The question of how to regulate U. S. health care and for what purpose remains unanswered in this country. If we believe that the primary goal of regulatory oversight is to protect patients and families from poor care, fraud and abuse, we need to question what is happening now, does it work, and what changes should be made in the regulatory process?

Today’s Ineffective Health Care Regulation

We already have an immense regulatory burden that is costing some $39 billion a year in attempting to achieve compliance in nine domains: quality reporting, new models of care/value-based payment models, meaningful use of electronic records, hospital conditions of participation, program integrity, fraud and abuse, privacy and security, post-acute care, and billing and coverage verification requirements. Health systems, hospitals, and post-acute care providers have to comply with some 629 discrete regulatory requirements across these nine domains, according to a recent report by the American Hospital Association.

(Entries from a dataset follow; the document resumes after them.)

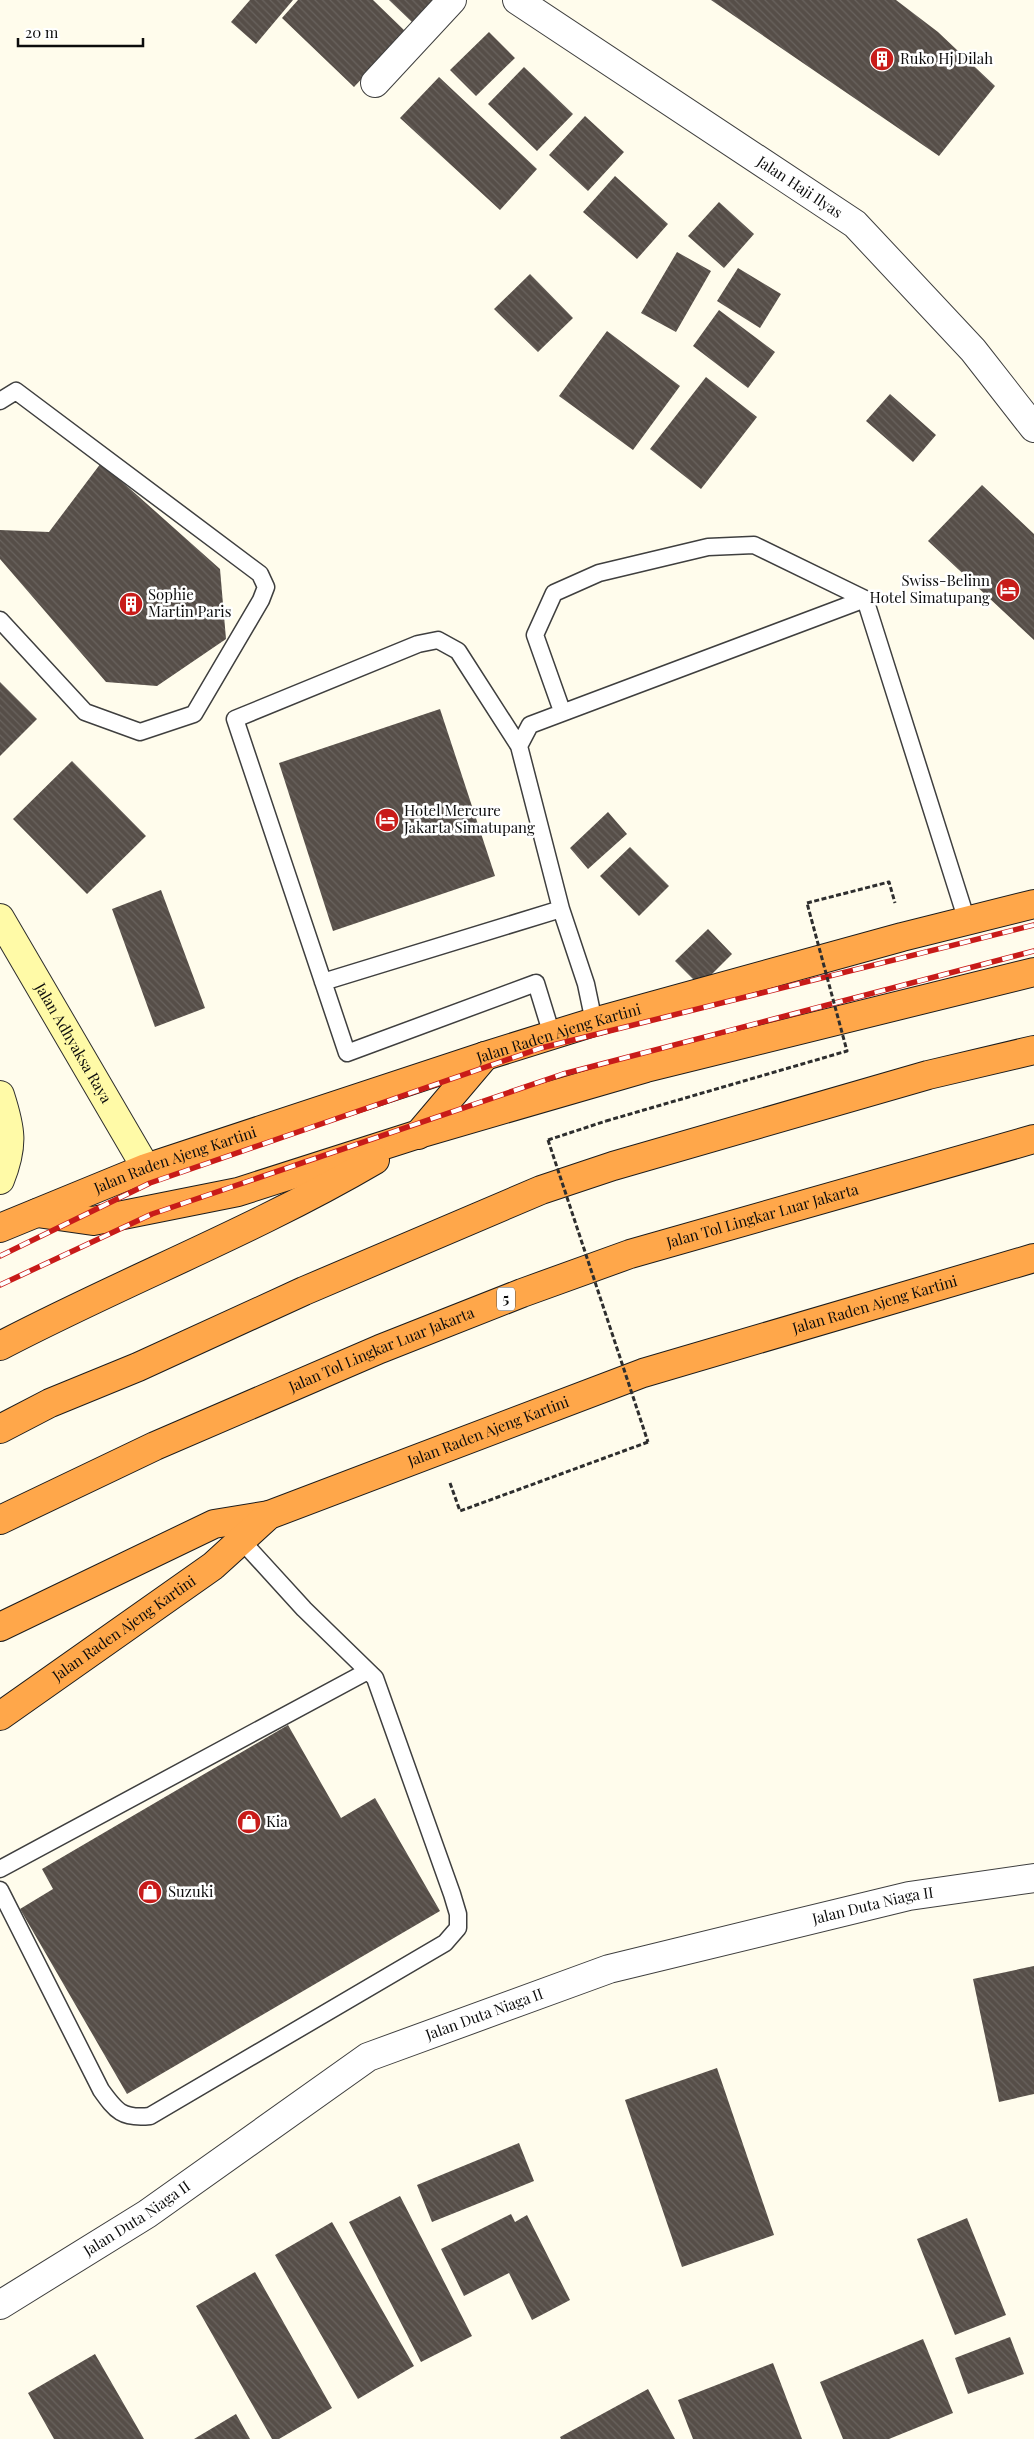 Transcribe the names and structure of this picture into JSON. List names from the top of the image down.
{
  "streets": {
    "highway": ["Jalan Raden Ajeng Kartini", "Jalan Tol Lingkar Luar Jakarta", "5"],
    "main road": ["Jalan Adhyaksa Raya"],
    "street": ["Jalan Haji Ilyas", "Jalan Duta Niaga II"]
  },
  "crossings": [
    ["Jalan Raden Ajeng Kartini", "Jalan Adhyaksa Raya"]
  ],
  "places": {
    "building": ["Ruko Hj Dilah", "Sophie Martin Paris"],
    "hotel": ["Swiss-Belinn Hotel Simatupang", "Hotel Mercure Jakarta Simatupang"],
    "shop": ["Kia", "Suzuki"]
  },
  "scale_bar": "20 m"
} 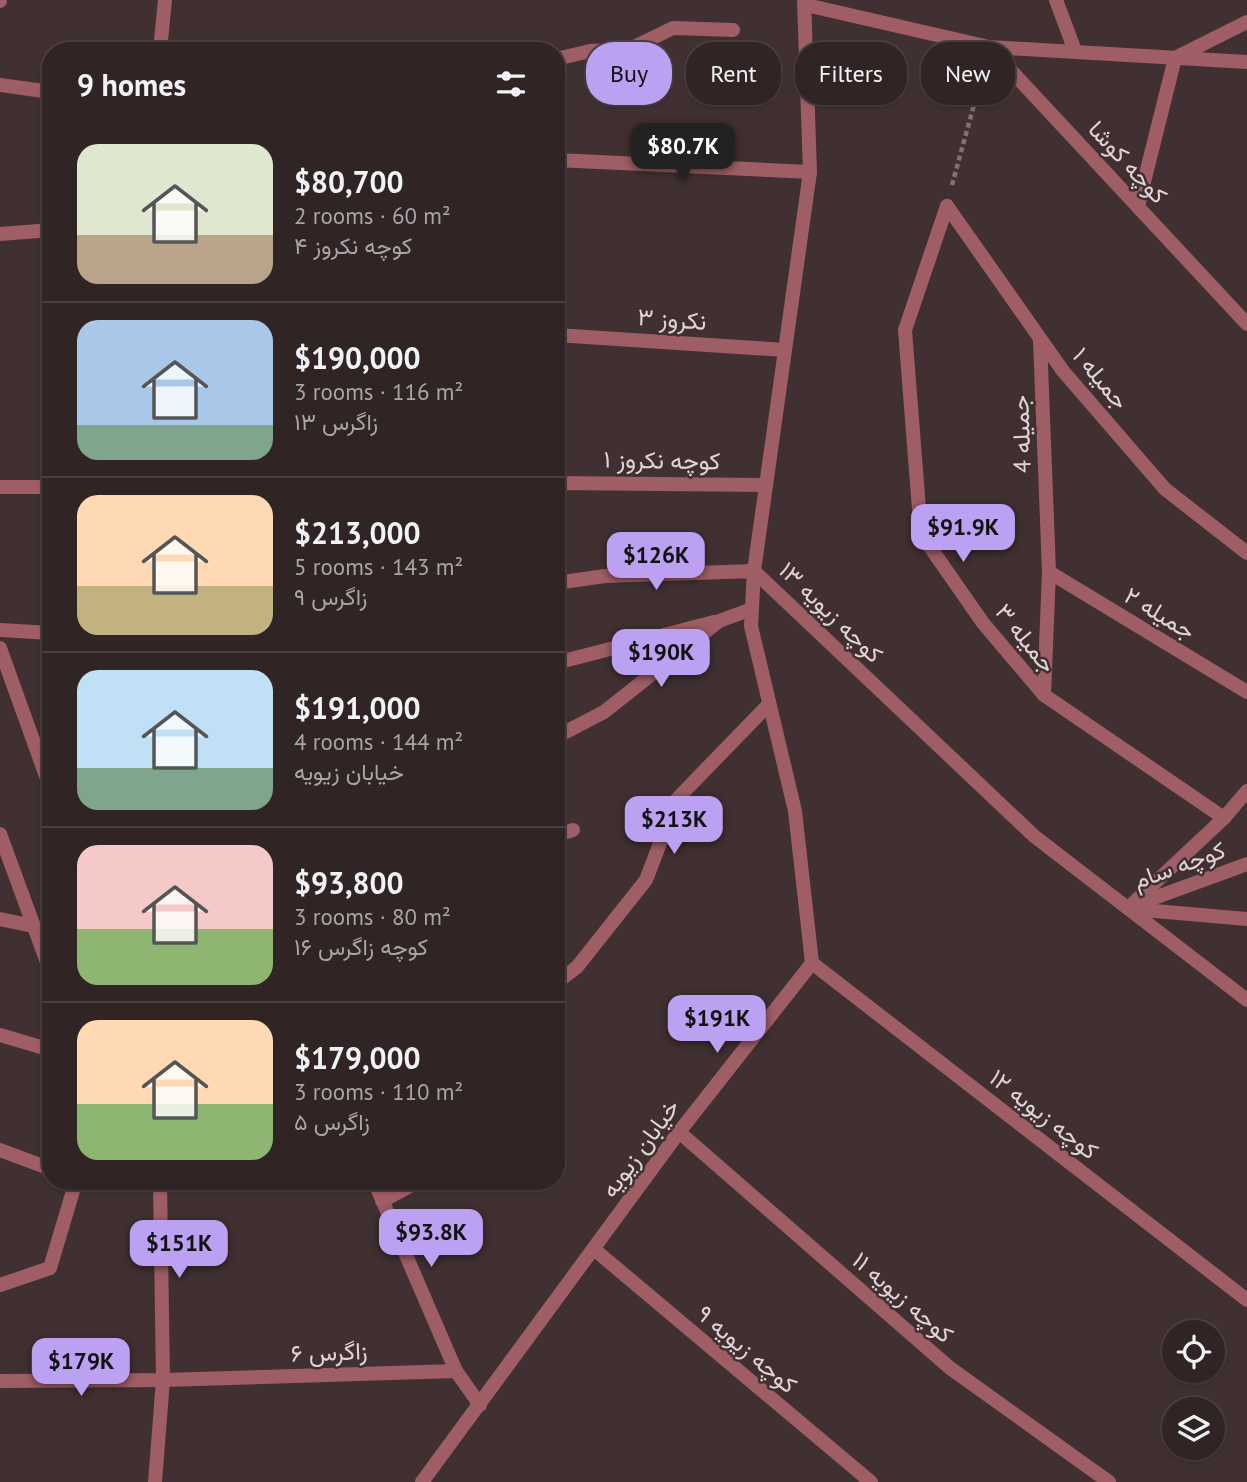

We can make the case that this high regulatory burden has not been effective in ensuring safe and effective patient care, but also that deregulation across the board will make matters even worse as budgets and staffs of necessary regulatory agencies are cut. These examples across the health care system make the point.

Insurance Industry

Administrative actions by HHS have already dropped advertising for and shortened the ACA enrollment period, scaled back maintenance of its website, relaxed IRS penalties for not getting insurance under the ACA’s individual mandate, withdrawn federal assistance to states as their counties without any insurer multiply, and spread disinformation that discourages enrollees of the ACA’s marketplace. The Trump administration supports selling insurance across state lines (which allows insurers to select states with the most lax regulations), radical cuts in Medicaid and Medicare, shifting control of health care back to the states, and marketing short-term plans lasting less than a year in order to get around the ACA’s requirements. All of these policies will lead to higher prices and costs of health insurance and care, less value of health insurance, and will increase by millions the numbers of uninsured and under-insured Americans.

Drug industry

Big PhRMA has long pushed for faster action by the FDA on drug approvals with less rigorous oversight while resisting any efforts that would allow importation of drugs from other countries or the government to negotiate drug prices. Since 1962, the FDA has required “substantial evidence” of a drug’s efficacy before granting approval on the basis of controlled clinical trials, but the industry argues for less rigorous criteria that could perhaps be provided by its own marketing “trials.” The industry has recently brought out a new argument based on the First Amendment to evade drug safety rules and sell more medications for off-label marketing of unapproved drugs.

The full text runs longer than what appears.